Investigar a produção do conhecimento de pesquisadores brasileiros expressos em teses e dissertações sobre o PNAIC Matemática pode revelar importantes constatações sobre as contradições e os avanços deste programa como uma política de formação continuada e as repercussões para a prática pedagógica.
O PNAIC MATEMÁTICA EM TESES E DISSERTAÇÕES NO PERÍODO 2016 A 2018
Os resultados obtidos na pesquisa do Catálogo de Teses e Dissertações da Capes se mostraram significativos, considerando as constatações de pesquisadores brasileiros sobre o programa em diferentes contextos, sistemas de ensino e secretarias de educação. Com a utilização do descritor “PNAIC” foram encontrados 331 trabalhos realizados entre 2014 e 2018. Destes, 37 foram realizados de 2016 a 2018 e tratam especificamente do PNAIC Matemática. Nos anos de 2014 e 2015 não foram encontrados trabalhos. No ano de 2016, foram encontradas 10 dissertações e 1 tese; no ano de 2017, 13 dissertações; e no ano de 2018, 13 dissertações. A maioria das pesquisas, ou seja, 60% foram realizadas em Programas de Pós-Graduação em Ensino em Ciências e Matemática e 35% em Programas de Pós-Graduação em Educação.

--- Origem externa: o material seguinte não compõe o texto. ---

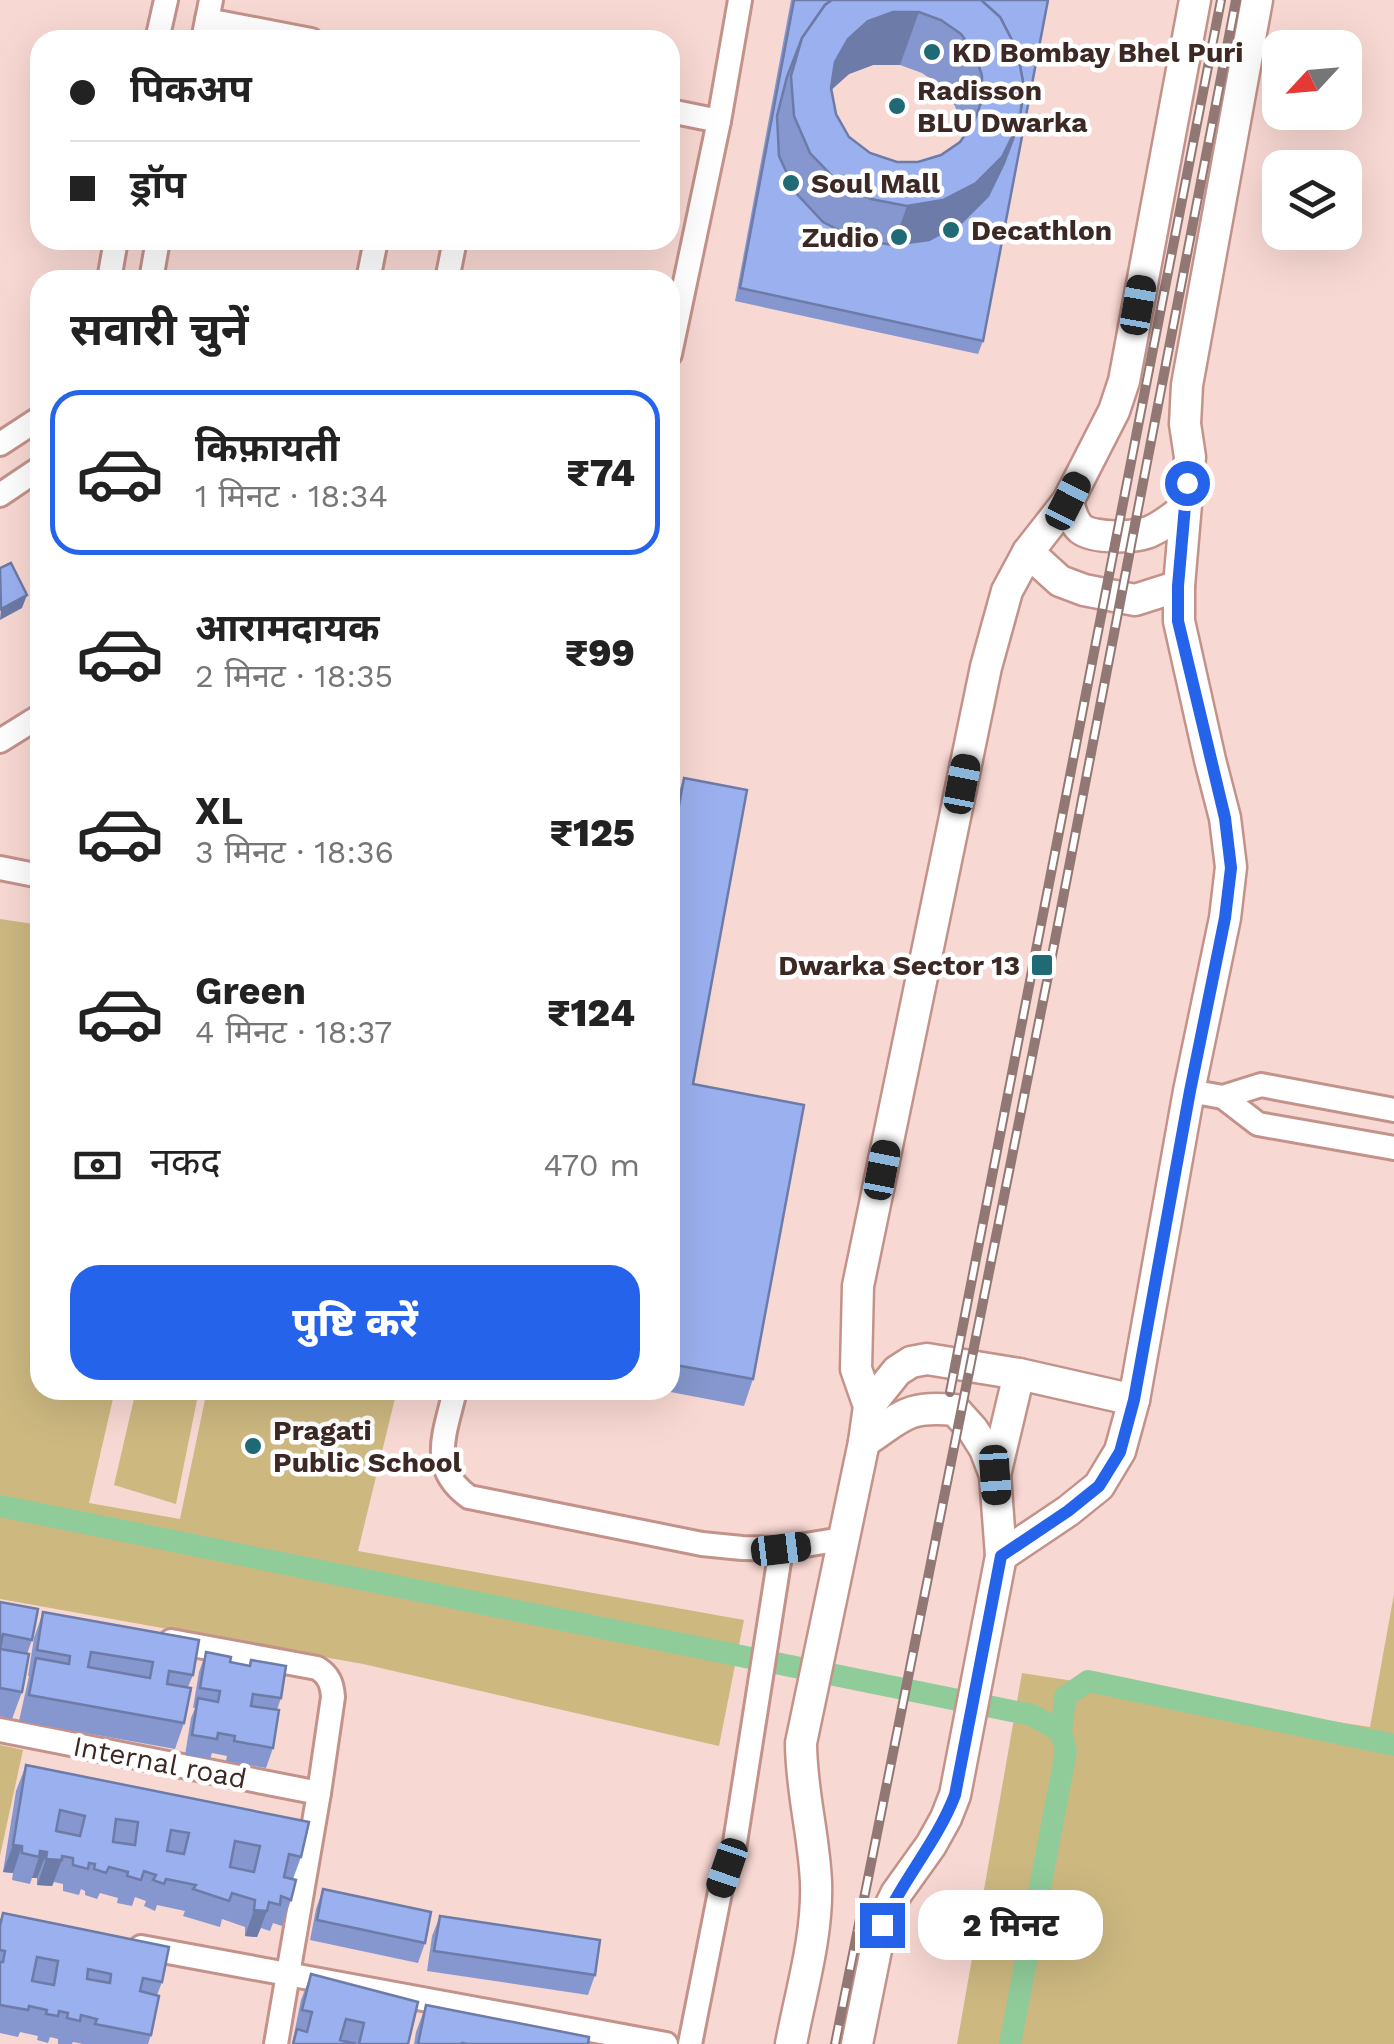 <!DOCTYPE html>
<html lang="hi">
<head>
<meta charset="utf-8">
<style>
  :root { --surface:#fff; --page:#f6f6f6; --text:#222; --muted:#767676; --line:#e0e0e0; --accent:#2563eb }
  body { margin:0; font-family:"Work Sans","Noto Sans Devanagari",sans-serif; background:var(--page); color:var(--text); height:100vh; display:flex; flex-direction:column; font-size:38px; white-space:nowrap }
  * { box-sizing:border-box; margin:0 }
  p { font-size:32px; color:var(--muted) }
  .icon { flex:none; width:55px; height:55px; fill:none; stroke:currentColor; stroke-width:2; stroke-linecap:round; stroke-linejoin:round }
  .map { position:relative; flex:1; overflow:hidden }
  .panel { position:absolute; left:30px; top:270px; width:650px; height:1130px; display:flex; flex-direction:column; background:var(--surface); border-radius:30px; box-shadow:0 10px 40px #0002 }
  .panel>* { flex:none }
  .top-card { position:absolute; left:30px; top:30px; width:650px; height:220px; border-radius:30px; box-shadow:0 10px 40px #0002; display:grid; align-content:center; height:220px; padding:0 40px; background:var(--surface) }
  .needle { width:65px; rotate:244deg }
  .fabs { position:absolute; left:1262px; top:30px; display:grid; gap:20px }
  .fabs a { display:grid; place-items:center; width:100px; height:100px; border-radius:20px; background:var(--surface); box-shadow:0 10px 40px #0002; font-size:50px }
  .end { position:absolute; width:45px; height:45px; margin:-22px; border:12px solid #2563eb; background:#fff; box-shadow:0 0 0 5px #fff }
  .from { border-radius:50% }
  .bubble { position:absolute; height:70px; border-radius:30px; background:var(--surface); box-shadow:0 10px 40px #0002; font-size:32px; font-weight:800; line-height:70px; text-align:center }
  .car { position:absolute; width:30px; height:60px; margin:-30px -15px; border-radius:12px; box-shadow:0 0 8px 2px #0007; background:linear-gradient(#222 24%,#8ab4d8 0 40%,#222 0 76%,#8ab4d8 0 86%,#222 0) }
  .top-card b { display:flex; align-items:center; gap:35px; height:95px; font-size:38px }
  .top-card b+b { border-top:2px solid var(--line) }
  .top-card i { width:25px; height:25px; background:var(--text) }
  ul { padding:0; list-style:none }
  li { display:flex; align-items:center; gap:30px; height:165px; margin:0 20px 15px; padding:0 20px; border:5px solid transparent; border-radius:30px }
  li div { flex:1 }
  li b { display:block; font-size:38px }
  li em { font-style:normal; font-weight:800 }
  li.active { border-color:var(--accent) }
  li>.icon { width:90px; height:90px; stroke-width:1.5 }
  h2 { padding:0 40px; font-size:45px; line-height:120px }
  .pay { display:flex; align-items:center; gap:25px; height:110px; padding:0 40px; font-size:38px }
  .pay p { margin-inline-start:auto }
  .button { display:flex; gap:20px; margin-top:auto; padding:20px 40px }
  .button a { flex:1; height:115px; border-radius:30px; background:var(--accent); color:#fff; font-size:40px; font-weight:800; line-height:115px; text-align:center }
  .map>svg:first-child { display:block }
  .green { fill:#cdb880 }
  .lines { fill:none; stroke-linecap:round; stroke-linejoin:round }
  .canal { stroke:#90cc9a; stroke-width:22 }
  .minor-casing { stroke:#c3928a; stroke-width:28 }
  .tertiary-casing { stroke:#c3928a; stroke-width:35 }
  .minor { stroke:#fff; stroke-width:22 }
  .tertiary { stroke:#fff; stroke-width:30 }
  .rail-casing { stroke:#927874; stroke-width:10 }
  .rail { stroke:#fff; stroke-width:6; stroke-dasharray:19; stroke-linecap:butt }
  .wall { fill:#8597ce; fill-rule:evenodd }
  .shaded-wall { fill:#6c7ba7 }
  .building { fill:#9bb0ef; stroke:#6c7ba7; stroke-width:2.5; fill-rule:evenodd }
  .route { stroke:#2563eb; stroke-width:12 }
  .poi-dot { fill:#206a75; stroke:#fff; stroke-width:4 }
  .labels { text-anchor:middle; stroke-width:9; stroke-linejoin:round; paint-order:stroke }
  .poi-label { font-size:28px; font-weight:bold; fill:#3c2825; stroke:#fff; text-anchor:start }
  .street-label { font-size:28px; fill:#3c2825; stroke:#fff }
</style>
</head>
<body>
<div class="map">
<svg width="1394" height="2044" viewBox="0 0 1394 2044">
  <rect width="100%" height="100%" fill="#f8d8d3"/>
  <g class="green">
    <path d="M0 919 40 925V1390H115L89 1503 180 1519 207 1390H397L358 1551 744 1620 719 1746 363 1664 0 1599Z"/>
    <path d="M136 1390H199L176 1504 114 1485Z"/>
    <path d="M1394 1594V2044H957L1022 1673 1370 1727Z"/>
    <path d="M0 1745 23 1750 0 1856Z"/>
  </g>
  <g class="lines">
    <g class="canal">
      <path d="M0 1506 1032 1715 1061 1732 1066 1752 1010 2044"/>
      <path d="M1061 1732 1065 1697 1088 1681 1394 1745"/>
    </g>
    <defs>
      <g id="minor">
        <path d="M207 20 311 40"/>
        <path d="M157 40 166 0"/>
        <path d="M203 40 211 0"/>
        <path d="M670 111 719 121"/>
        <path d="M109 280 116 240"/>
        <path d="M151 280 158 240"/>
        <path d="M368 280 376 240"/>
        <path d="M447 280 455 240"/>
        <path d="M670 354 719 121 740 0"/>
        <path d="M0 444 40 418"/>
        <path d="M0 495 40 468"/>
        <path d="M0 741 40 716"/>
        <path d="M0 868 40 876"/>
        <path d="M1189 1091 1223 1097 1261 1085 1394 1110"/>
        <path d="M1223 1097 1258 1124 1394 1148"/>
        <path d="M455 1390C446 1432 427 1467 469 1497L702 1544 742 1548 781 1549 842 1539"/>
        <path d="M171 1641 317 1668C329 1675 332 1684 333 1697L319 1793 276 2044"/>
        <path d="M0 1730 319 1793"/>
        <path d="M141 1947 666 2044"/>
        <path d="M690 2044 721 1887 734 1849 781 1549"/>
      </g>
      <g id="tertiary">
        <path d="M1068 501C1070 510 1073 522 1081 529 1094 539 1137 538 1151 531 1163 526 1174 517 1184 509"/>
        <path d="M1028 552 1060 581 1084 590 1135 600 1179 586"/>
        <path d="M869 1406 897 1371 911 1362 927 1359 1019 1374 1134 1400"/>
        <path d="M995 1475 1019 1374"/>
        <path d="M1001 1556 1068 1511 1099 1486 1120 1451 1134 1400 1189 1091 1225 918 1231 867 1225 818 1210 760 1179 621V586L1190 457 1185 424 1187 385 1257 0"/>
        <path d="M791 2044C801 1991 818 1936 816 1882 814 1835 801 1790 801 1743L864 1442 869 1406 856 1369 858 1286 986 667 1007 591 1028 552 1068 501 1114 411 1124 381 1195 0"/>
        <path d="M857 2044 881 1925 896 1894 931 1845 946 1818 955 1795 1001 1556 995 1475 985 1449 973 1430 955 1410C906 1405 902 1417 864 1442"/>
      </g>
    </defs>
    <use href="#minor" class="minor-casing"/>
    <use href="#tertiary" class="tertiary-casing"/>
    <use href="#minor" class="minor"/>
    <use href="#tertiary" class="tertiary"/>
    <defs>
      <g id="rail">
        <path d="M950 1392 1221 0"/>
        <path d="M835 2044 1050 966 1236 0"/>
      </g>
    </defs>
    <use href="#rail" class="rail-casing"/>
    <use href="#rail" class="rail"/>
  </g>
  <g class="wall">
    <path d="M791 0H1048L983 341 978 354 735 301ZM873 65H900L922 73 942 87 955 106 962 129V138L960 142 941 155 918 162H897L870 153 849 137 836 114 831 90 849 74Z"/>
    <path d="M684 778 693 1084 753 1379 744 1406 660 1390H670V828L674 805Z"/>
    <path d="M0 1602 32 1640 27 1654 22 1692 12 1719 0 1716Z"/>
    <path d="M43 1612 193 1675 188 1687 184 1723 175 1749 19 1721 29 1676H28L34 1638Z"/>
    <path d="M206 1652 230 1662 249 1665 251 1660 281 1698 277 1710 273 1748 266 1768 226 1761 227 1756 212 1753 210 1759 185 1755 191 1718 195 1708H193L199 1672Z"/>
    <path d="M26 1765 301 1857 293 1879 291 1900 282 1926 273 1923 270 1931 261 1928 257 1937 245 1936V1927L222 1919 220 1927 183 1916 185 1911 157 1905 155 1911 144 1906 146 1901 135 1897 132 1906 117 1903 118 1898 100 1893 97 1899 85 1895V1891L81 1889 79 1895 63 1891V1884L54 1882 52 1886 37 1885V1878H32L30 1884 12 1880 13 1873 3 1872 16 1791Z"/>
    <path d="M323 1889 425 1943 418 1963 310 1940 316 1909Z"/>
    <path d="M3 1913 162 1982 157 1995 151 2035 148 2044H83L73 2042 72 2044H58V2039L50 2037 48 2043 37 2040 38 2036 20 2032 18 2037 0 2033V1920Z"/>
    <path d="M440 1916 595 1975 588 1995 427 1971 432 1936Z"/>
    <path d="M311 1974 408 2044H292L301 2000Z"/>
    <path d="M426 2005 588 2044H414L416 2032Z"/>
  </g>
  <g class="shaded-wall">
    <path d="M882 12H919L900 65H873L849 74 829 92 835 62 848 39Z"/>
    <path d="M1019 123 999 176 983 210 957 236 888 259 907 206Z"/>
    <path d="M27 595 22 608 0 620 1 609Z"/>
    <path d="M13 1845 22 1846 13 1873 3 1872Z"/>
    <path d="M40 1851 47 1852 37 1878H32L39 1857Z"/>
    <path d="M46 1859 62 1860 52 1886 37 1885Z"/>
    <path d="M254 1910 267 1911 257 1937 245 1936Z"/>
  </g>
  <g class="building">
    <path d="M794 0H832L825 5 802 38 787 77 777 116 779 156 796 193 823 222 856 239 893 245 929 240 962 222 988 196 1004 163 1019 123 1024 87 1017 50 1000 17 981 0H1048L983 341 740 288Z"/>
    <path d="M832 0H981L1000 17 1017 50 1024 87 1019 123 1002 157 976 183 943 200 907 206 871 199 838 182 810 153 794 116 791 76 802 38 825 5ZM893 12H919L941 20 961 34 975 53 982 76V100L974 122 960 142 941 155 918 162H897L870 153 849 137 836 114 831 88 835 62 848 39 868 21Z"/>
    <path d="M11 563 27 595 1 609 0 568Z"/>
    <path d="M684 778 747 790 693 1084 804 1105 753 1379 670 1364V854Z"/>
    <path d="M0 1602 38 1609 32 1640 3 1634 0 1649 29 1654 22 1692 0 1688Z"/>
    <path d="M43 1612 199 1640 193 1675 169 1671 167 1684 191 1688 184 1723 29 1695 36 1658 69 1664 70 1656 37 1650ZM91 1652 153 1662 150 1678 88 1667Z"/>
    <path d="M206 1652 231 1657 230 1662 250 1666 251 1660 286 1666 281 1698 253 1694 251 1706 279 1710 273 1748 234 1741 235 1736 218 1733 217 1739 192 1735 198 1698 218 1702 220 1691 200 1688Z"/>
    <path d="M26 1765 309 1822 301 1857 289 1854 284 1877 296 1880 291 1900 281 1896 280 1905 269 1902 267 1911 254 1910 255 1900 232 1893 229 1901 193 1889 196 1885 166 1879 164 1884 153 1880 156 1875 144 1871 141 1880 127 1876 128 1872 109 1867 106 1873 94 1869 95 1864 89 1863 88 1869 73 1865V1858L62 1856V1860L46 1859 47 1852 40 1851 39 1857 22 1853V1846L13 1845ZM60 1810 85 1816 80 1836 56 1831ZM116 1819 138 1822 135 1845 113 1842ZM171 1830 189 1833 184 1854 167 1851ZM235 1841 260 1846 254 1872 230 1867Z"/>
    <path d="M323 1889 431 1912 425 1943 317 1920Z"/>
    <path d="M3 1913 169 1947 162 1982 143 1978 140 1991 159 1996 151 2035 95 2024 97 2019 81 2015 80 2021 67 2018 68 2013 59 2011 58 2016 46 2014 47 2010 29 2006 28 2010 0 2005V1962H3L5 1951 0 1950V1926ZM37 1957 58 1961 54 1985 32 1981ZM88 1969 111 1974 110 1983 87 1979Z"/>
    <path d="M440 1916 600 1940 595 1975 434 1951Z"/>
    <path d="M311 1974 418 2002 408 2044H359L364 2023 346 2019 340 2040 356 2044H293L297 2029 307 2032 312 2012 302 2010Z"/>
    <path d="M426 2005 589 2037 588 2044H468L462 2043 461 2044H418Z"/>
  </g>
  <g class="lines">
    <path class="route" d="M882 1925C903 1879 937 1842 955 1795L1001 1556 1068 1511 1099 1486 1120 1452 1134 1400 1190 1091 1225 918 1231 868 1225 818 1178 621V586L1187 483"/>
  </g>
  <g class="poi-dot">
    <circle cx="932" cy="52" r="10"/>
    <circle cx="897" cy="106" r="10"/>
    <circle cx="791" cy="183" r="10"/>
    <circle cx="951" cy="230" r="10"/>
    <circle cx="899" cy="237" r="10"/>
    <rect x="1030" y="953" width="24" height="24" rx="5"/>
    <circle cx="253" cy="1446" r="10"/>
  </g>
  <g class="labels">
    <g class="poi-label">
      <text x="952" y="62">KD Bombay Bhel Puri</text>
      <text x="917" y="100">Radisson<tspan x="917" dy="32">BLU Dwarka</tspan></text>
      <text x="811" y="193">Soul Mall</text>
      <text x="971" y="240">Decathlon</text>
      <text x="879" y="247" text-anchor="end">Zudio</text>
      <text x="1020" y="975" text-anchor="end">Dwarka Sector 13</text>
      <text x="273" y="1440">Pragati<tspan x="273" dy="32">Public School</tspan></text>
    </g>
    <g class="street-label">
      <text transform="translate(160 1762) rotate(11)" y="10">Internal road</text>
    </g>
  </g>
</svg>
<div class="fabs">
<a><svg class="needle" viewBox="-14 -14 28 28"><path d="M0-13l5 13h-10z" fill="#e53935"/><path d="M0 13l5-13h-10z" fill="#767676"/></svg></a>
<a><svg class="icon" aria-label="layers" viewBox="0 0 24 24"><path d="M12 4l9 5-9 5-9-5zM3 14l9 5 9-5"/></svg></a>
</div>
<i class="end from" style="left:1187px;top:483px"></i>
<i class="end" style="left:882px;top:1925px"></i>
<div class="bubble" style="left:918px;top:1890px;width:185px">2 मिनट</div>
<i class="car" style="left:1138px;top:305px;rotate:10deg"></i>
<i class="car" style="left:1068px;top:501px;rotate:27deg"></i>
<i class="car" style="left:962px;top:784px;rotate:11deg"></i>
<i class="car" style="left:882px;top:1170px;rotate:11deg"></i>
<i class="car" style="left:995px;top:1475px;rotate:176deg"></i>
<i class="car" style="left:781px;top:1549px;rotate:83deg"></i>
<i class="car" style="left:727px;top:1868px;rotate:199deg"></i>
<div class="top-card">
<b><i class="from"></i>पिकअप</b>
<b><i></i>ड्रॉप</b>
</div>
<section class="panel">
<h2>सवारी चुनें</h2>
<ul>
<li class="active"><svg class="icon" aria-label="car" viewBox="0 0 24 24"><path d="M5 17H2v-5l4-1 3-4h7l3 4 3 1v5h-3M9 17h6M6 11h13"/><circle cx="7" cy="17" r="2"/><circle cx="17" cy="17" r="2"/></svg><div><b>किफ़ायती</b><p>1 मिनट · 18:34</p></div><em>₹74</em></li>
<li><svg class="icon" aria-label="car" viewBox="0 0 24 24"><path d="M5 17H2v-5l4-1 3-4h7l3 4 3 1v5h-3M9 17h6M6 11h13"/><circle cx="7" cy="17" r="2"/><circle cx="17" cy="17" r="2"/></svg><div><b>आरामदायक</b><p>2 मिनट · 18:35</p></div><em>₹99</em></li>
<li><svg class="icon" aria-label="car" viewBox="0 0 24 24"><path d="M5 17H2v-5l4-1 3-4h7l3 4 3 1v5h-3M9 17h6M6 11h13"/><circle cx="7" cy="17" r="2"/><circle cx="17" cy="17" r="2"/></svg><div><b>XL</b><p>3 मिनट · 18:36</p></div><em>₹125</em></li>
<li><svg class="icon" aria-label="car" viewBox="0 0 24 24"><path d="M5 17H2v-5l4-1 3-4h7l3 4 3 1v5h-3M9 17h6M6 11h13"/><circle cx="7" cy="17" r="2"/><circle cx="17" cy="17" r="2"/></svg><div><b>Green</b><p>4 मिनट · 18:37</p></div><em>₹124</em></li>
</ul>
<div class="pay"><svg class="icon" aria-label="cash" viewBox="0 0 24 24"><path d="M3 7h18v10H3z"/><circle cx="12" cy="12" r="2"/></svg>नकद<p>470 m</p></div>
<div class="button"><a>पुष्टि करें</a></div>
</section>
</div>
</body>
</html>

A Universidade Federal do Paraná (UFPR) foi a instituição que mais pesquisou a temática.
Conforme explicitado nos resumos dos trabalhos analisados, todas as pesquisas foram de abordagem qualitativa e utilizaram diferentes tipologias e procedimentos, tais como: pesquisa bibliográfica e documental, estudo de caso, história oral, análise de narrativas, análise de conteúdo e análise de discurso.
A sistematização da empiria obtida, conforme Quadro 1 , resultou em três eixos temáticos: 1) “O PNAIC como política de formação continuada de professores”, investigado em uma tese e 16 dissertações; 2) “Alfabetização matemática no PNAIC”, investigado em 10 dissertações; 3) “O PNAIC e as repercussões na prática pedagógica”, investigado em 10 dissertações. Os trabalhos analisam o PNAIC em sistemas públicos de ensino de diferentes estados e cidades do Brasil.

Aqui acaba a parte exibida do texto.